In the form of collage-like works, Türtscher uses the combination of individual words such as “KUNST FORM POESIE” (“Art form poetry”) or “VISION STRESS EMOTION” to achieve fascinating structures that in their pictorial formation always contain often unexpected aesthetic potential. Through the absence of the spaces that customarily separate letters from each other visibly in a printed text, the typography in the images sometimes blends together into heterogeneous fields. Through this stratagem, individual words can be deciphered only upon closer examination. The letters positioned directly next to or above one other are transformed into a web of lines that give rise to an overall motif. Writing manifested as pictures.
As a basic medium of our time, the written word serves Türtscher as a tool for working out connections between perception and communication, reading and seeing in his “Schrift – Bilder” (“Writing – Pictures”). The artist uses words as raw material, as building blocks preserved with acrylic paint on canvas that he can always shape into new structural orders. Here, he acts in a similarly programmatic way as in some of his painting series: He initially places two or three colour fields on the white canvas, with the width of the selected masking tape defining the distance to the coming geometric figures, which for their part react as additional segments to the areas already painted. It is an intuitive way of working that allows planned chance to play a role in the process.
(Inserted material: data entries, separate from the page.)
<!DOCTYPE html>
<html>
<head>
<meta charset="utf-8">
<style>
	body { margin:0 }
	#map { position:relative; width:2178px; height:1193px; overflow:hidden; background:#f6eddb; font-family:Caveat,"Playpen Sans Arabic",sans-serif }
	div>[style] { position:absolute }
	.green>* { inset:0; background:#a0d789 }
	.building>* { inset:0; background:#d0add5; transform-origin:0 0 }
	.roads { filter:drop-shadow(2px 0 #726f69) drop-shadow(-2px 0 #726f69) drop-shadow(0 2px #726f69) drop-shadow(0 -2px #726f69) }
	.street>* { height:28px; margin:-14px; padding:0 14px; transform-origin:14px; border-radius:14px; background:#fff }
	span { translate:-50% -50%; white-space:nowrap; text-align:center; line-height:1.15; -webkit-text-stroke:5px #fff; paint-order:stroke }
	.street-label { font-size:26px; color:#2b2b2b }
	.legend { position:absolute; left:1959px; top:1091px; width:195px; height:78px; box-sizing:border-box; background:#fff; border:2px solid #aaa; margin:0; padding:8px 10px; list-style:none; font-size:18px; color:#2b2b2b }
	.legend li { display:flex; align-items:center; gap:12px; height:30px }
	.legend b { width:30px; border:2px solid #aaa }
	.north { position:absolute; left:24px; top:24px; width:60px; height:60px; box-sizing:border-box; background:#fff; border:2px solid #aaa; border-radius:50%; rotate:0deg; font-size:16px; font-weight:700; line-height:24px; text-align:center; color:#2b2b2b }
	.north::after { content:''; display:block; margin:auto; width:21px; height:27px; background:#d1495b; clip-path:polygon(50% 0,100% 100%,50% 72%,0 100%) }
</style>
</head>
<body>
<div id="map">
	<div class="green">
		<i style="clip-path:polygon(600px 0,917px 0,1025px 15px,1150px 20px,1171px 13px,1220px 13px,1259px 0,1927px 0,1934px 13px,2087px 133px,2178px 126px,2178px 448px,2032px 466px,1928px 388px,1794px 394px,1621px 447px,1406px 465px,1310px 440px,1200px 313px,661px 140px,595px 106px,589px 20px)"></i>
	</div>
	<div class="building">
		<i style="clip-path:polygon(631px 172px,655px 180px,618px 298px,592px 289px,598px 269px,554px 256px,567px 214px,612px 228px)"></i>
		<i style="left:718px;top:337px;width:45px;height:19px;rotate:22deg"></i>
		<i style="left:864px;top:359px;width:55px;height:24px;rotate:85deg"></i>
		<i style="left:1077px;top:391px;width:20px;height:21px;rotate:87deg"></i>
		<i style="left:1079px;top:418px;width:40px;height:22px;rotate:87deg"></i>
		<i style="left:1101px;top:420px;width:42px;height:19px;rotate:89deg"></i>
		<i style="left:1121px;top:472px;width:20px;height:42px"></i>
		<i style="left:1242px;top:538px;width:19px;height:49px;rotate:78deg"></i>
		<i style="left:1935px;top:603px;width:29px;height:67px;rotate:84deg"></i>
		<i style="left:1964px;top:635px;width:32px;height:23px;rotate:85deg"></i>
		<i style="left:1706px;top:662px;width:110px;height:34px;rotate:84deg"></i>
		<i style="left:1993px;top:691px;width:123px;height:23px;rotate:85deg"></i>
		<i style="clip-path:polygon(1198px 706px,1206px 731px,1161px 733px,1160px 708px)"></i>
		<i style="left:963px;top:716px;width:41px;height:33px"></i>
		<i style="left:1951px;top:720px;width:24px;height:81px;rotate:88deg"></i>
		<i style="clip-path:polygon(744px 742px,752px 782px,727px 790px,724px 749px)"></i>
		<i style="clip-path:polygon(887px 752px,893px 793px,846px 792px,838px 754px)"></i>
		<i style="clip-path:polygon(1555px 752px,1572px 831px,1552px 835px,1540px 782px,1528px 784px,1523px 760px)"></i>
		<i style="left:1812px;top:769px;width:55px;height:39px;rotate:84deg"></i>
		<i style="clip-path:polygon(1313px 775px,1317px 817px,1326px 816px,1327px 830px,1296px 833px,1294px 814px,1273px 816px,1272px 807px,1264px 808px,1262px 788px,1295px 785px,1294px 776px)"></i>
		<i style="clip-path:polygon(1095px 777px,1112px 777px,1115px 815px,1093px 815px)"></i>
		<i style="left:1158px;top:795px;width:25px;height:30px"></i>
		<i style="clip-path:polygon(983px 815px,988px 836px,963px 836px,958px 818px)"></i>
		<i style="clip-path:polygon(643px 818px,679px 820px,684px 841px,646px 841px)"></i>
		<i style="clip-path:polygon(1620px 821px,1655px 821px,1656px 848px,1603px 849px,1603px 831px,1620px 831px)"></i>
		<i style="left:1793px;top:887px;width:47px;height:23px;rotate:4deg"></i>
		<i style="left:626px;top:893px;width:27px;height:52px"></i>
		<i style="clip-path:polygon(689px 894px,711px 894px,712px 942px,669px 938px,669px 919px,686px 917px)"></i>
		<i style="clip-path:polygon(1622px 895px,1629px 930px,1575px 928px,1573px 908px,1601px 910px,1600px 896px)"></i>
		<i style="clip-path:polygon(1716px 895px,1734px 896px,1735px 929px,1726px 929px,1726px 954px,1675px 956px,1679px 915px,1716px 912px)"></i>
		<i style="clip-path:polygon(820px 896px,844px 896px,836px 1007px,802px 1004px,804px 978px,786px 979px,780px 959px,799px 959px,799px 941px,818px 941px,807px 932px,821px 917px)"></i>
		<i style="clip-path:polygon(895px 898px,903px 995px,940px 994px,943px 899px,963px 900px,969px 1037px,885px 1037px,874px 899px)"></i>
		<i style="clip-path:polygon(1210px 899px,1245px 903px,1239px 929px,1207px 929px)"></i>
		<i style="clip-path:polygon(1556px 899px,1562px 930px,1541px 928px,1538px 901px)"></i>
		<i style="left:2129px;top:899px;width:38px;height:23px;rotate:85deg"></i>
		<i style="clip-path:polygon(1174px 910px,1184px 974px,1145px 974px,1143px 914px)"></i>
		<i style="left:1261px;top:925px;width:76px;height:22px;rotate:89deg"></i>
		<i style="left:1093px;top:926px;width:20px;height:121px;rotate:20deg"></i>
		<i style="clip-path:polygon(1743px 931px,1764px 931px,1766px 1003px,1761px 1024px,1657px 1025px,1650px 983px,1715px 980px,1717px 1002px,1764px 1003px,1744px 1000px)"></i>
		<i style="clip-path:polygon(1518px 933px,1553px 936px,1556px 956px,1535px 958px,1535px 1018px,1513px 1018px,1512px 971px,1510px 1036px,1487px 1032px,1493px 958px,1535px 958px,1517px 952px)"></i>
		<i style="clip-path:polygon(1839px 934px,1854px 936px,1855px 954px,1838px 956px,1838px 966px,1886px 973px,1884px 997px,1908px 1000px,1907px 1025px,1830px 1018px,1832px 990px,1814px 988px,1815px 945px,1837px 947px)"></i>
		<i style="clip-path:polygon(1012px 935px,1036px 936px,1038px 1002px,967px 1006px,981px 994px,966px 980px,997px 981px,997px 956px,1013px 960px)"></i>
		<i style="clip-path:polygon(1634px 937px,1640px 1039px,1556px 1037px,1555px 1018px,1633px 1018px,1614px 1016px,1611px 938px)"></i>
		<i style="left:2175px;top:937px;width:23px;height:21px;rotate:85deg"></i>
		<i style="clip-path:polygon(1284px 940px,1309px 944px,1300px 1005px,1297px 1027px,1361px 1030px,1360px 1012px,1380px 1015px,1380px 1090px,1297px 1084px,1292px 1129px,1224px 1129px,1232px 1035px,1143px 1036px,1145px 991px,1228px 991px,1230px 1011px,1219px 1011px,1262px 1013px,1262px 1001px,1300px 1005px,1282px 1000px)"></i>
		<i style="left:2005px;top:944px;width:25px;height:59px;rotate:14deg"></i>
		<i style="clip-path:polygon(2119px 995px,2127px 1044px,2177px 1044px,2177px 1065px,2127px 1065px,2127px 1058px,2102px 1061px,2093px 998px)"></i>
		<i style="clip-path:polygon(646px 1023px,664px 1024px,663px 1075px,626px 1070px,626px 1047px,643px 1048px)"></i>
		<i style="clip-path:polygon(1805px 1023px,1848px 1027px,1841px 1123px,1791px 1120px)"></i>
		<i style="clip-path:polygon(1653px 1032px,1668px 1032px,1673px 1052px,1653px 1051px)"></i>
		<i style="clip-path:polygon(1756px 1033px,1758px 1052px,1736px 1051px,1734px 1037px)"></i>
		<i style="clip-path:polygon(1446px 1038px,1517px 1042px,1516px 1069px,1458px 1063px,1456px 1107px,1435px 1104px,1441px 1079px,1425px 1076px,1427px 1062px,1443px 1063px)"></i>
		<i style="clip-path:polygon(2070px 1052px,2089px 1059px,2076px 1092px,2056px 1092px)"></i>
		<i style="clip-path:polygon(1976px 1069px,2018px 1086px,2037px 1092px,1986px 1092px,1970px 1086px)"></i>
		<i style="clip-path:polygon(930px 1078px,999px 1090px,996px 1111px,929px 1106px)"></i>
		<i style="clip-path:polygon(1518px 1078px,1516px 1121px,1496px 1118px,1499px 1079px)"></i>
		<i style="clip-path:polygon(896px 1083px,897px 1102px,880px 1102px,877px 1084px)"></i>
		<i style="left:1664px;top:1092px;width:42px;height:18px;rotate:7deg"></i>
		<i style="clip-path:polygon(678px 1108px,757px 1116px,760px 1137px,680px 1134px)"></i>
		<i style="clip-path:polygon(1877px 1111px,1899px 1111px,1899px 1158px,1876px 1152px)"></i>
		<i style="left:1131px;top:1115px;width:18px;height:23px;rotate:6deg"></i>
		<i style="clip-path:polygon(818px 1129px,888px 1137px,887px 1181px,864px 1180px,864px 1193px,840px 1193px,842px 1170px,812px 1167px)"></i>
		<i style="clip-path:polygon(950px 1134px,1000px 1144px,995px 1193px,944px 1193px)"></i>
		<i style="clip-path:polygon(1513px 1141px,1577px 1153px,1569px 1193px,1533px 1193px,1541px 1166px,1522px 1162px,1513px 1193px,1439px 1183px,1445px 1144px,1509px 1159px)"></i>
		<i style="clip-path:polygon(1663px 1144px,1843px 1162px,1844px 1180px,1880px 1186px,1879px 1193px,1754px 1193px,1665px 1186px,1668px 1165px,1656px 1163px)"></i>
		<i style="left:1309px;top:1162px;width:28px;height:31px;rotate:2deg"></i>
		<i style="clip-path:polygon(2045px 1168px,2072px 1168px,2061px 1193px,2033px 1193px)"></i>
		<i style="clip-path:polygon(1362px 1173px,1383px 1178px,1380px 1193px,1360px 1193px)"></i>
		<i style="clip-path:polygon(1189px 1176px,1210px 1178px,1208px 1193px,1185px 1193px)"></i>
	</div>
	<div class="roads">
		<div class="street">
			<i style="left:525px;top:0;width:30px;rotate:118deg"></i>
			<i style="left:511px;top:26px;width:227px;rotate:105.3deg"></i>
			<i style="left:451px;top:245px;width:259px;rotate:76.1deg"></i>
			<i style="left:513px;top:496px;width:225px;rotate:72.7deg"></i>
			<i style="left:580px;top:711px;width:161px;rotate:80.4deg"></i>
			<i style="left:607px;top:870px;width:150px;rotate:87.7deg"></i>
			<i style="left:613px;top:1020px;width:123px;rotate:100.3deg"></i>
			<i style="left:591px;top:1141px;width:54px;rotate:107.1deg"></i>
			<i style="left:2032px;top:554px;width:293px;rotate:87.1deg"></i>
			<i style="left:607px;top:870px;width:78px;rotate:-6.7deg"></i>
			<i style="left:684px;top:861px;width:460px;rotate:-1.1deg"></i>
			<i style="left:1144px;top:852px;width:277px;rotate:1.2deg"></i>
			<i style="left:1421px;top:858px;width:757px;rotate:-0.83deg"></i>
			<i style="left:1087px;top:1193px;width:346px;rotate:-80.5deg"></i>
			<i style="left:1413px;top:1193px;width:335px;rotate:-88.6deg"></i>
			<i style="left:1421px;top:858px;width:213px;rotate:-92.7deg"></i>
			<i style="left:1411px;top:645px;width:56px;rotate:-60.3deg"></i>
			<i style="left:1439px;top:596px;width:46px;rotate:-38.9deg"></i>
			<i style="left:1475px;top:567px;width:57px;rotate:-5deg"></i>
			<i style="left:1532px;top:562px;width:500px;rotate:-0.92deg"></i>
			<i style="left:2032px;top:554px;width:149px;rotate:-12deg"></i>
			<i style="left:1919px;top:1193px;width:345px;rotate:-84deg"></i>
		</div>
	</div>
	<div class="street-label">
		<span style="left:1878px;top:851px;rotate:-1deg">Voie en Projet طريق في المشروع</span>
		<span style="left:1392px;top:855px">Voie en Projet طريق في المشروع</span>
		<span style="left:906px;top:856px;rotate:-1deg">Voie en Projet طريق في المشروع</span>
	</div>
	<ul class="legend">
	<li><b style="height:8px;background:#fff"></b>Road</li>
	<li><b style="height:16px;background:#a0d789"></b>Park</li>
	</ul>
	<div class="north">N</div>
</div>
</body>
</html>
In the case of the “Schrift – Bilder”, one word reacts to the next, and the result is the development of multifaceted vantage points, reference systems, and constellations. Content-related and formal logics invite the viewers to form their own individual associations and interpretations. Only rarely does Türtscher formulate short, coherent series of words, such as “ALLE RICHTUNGEN” (“In all directions”) and “AUF AUGENHOEHE” (“At eye level”), or he uses the common Vorarlberg phrase “NET LUGG LO” (“Don’t give up” or “Don’t let up”), which read like commentaries on his own work, on his own state of mind, or on issues related to politics or society.
Generally, the artist strings together shorter or longer series of words without periods or commas, creating manifold semantic combinations. Sometimes it is “tercets” on square canvases that sometimes also stand in the space in the form of sculptures as “word bodies” under the title “SCHRIFT – WÜRFEL” (“Writing cubes”). Other times, module-like canvases positioned one above another, each of whose space is filled with one word, make up multi-part works whose vertical extension could theoretically be continued upward or downward indefinitely. On one hand, the word—painted in block letters—acts here as a conveyor of content; on the other, it also serves as a graphic or constructive element that provides a framework to hold the image that develops from it. In this sense, “INTUITION KUNST” (“Intuition art”), for example, refers to recognition, imagination, and a fleeting idea. “OPTION ILLUSION” is a reference to the three-dimensional, to suggestion and optical illusion—subjects that are fundamentally inherent to art. “JETZT ZEIT JETZT” (“Now time now”) perhaps alludes to the processual and the aspect of all things temporal that shape our lives. Living in the here and now: this deeply Buddhist thought resonates in Türtscher’s short sentence—a plea for directing one’s gaze to the important things in life, for regarding the present moment as valuable and enjoying it?
In the exhibition context, the “Schrift – Bilder”, do not, as one might think, stand in isolation. Treating them as an autonomous counterpart to other series of works, the artist brings about new perspectives and frames of reference in their interaction with each other. In this way, Türtscher’s works sharpen our senses for the areas between what we perceive visually and what is formulated in writing. In some cases, writing is used as a means of narration, while in others, legibility and the comprehension of the content take a back seat, or the text components test the boundaries of the imaginary or real space.
Türtscher is aware that our lives are dominated by images and graphic characters. Even on remote hiking paths in seemingly pristine nature, we encounter symbols, pictographs, and written notices that provide orientation and show us in which direction the path continues. When art combines the flood of media imagery of our time with the written word, what results—from a very pragmatic perspective—is the processing and proliferation of emotions and information. One of Franz Türtscher’s works bears the statement “KUNST MOTIVIERT” (“Art motivates”). We would do well to take his “Schrift – Bilder” at their word.